Siwar Bousetta (سوار بوستّة, born 23 July 1999), also spelled Bouseta, is a Tunisian freestyle wrestler. She is a bronze medalist at the African Games and a three-time medalist, including gold, at the African Wrestling Championships. She represented Tunisia at the 2020 Summer Olympics in Tokyo, Japan and 2024 Summer Olympics in Paris, France.

== Career ==

She represented Tunisia at the 2019 African Games held in Rabat, Morocco and she won one of the bronze medals in the women's freestyle 57 kg event.

At the 2020 African Wrestling Championships held in Algiers, Algeria, she won one of the bronze medals in the women's 57 kg event. She qualified at the 2021 African & Oceania Wrestling Olympic Qualification Tournament to represent Tunisia at the 2020 Summer Olympics in Tokyo, Japan. She competed in the women's 57 kg event where she was eliminated in her first match by Tetyana Kit of Ukraine.
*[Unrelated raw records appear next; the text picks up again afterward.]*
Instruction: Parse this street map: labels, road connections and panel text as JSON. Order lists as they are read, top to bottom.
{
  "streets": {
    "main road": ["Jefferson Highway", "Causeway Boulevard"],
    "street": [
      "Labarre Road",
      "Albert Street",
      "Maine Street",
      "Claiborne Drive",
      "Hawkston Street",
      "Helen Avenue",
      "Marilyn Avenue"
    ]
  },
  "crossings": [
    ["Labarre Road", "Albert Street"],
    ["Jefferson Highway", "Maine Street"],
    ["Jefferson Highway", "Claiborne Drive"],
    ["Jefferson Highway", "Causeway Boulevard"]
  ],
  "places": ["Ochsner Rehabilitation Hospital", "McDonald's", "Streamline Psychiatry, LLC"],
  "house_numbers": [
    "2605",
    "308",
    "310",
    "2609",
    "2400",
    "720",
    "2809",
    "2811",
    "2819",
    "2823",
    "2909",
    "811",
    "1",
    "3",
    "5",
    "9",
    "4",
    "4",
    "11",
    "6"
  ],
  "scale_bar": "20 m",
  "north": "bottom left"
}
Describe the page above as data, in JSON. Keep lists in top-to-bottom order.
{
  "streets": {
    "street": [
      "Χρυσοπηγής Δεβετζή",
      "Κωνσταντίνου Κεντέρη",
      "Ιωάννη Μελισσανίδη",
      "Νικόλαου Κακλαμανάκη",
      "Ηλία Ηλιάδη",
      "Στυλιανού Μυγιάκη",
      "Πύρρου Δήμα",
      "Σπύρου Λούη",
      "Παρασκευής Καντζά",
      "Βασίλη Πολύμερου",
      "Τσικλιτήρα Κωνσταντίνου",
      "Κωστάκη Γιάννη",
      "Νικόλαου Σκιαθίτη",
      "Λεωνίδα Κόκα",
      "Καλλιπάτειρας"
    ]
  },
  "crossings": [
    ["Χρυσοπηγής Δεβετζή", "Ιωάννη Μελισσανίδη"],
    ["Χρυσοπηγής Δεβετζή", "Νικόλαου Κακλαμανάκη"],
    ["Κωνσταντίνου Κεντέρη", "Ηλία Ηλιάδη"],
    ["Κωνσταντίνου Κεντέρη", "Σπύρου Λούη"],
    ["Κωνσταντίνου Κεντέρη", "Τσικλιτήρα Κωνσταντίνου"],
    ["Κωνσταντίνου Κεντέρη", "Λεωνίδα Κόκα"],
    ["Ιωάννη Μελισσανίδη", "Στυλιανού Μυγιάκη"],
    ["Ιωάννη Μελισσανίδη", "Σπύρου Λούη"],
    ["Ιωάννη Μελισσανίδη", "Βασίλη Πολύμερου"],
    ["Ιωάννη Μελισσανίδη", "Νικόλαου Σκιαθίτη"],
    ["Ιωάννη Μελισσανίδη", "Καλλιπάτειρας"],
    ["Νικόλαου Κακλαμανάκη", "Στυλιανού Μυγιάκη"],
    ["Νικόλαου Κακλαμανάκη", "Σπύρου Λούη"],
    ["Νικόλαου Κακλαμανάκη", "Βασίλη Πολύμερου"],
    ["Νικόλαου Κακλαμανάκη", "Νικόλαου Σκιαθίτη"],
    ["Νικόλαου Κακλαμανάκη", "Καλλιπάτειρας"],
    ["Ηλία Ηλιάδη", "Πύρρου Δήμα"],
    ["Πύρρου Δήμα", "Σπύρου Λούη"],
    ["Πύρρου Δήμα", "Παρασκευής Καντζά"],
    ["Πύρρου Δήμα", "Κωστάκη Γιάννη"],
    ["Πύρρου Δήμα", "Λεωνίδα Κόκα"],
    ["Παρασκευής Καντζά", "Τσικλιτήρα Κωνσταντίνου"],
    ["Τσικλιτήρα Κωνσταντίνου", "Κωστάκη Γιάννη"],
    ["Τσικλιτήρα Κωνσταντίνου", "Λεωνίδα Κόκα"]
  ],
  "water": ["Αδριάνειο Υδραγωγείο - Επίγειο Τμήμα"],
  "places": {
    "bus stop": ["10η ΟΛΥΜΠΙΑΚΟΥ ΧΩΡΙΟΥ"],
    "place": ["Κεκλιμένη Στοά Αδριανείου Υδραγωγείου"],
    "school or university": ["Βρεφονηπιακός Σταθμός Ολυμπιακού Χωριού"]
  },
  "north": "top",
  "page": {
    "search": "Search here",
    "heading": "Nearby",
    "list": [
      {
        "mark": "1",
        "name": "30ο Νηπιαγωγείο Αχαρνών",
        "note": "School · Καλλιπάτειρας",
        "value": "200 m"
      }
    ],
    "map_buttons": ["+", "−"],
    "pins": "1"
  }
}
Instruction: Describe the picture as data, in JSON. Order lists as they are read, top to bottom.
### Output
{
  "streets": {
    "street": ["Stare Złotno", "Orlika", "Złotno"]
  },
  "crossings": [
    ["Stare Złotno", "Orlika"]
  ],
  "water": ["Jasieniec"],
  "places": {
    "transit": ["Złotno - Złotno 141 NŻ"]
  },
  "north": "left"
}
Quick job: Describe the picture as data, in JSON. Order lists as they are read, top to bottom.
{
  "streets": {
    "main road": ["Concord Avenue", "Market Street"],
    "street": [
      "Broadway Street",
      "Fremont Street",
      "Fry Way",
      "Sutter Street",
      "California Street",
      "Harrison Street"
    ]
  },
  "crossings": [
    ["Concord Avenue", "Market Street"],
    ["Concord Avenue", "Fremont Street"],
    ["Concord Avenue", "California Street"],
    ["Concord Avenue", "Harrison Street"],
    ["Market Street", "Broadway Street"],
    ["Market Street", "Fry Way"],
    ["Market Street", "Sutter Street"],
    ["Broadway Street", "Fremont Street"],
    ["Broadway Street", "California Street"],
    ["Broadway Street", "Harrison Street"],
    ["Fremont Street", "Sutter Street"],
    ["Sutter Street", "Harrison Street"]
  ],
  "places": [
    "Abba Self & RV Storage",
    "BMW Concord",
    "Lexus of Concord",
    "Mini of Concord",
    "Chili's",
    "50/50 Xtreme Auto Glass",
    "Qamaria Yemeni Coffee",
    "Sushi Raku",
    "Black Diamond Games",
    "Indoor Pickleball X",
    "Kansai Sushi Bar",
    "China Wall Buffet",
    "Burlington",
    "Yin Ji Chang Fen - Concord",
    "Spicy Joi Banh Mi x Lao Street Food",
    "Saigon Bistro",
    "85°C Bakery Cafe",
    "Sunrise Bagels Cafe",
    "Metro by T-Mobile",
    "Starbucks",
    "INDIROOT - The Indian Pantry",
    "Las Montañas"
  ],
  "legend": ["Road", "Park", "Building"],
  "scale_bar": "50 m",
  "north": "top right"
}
She won the silver medal in her event at the 2022 African Wrestling Championships held in El Jadida, Morocco. A few months later, she also won the silver medal in the 57 kg event at the 2022 Mediterranean Games held in Oran, Algeria. She won the bronze medal in her event at the 2022 Tunis Ranking Series event held in Tunis, Tunisia. She competed in the 57 kg event at the 2021 Islamic Solidarity Games held in Konya, Turkey. A few months later, she lost her bronze medal match in her event at the 2022 U23 World Wrestling Championships held in Pontevedra, Spain.

She won the gold medal in her event at the 2023 African Wrestling Championships held in Hammamet, Tunisia.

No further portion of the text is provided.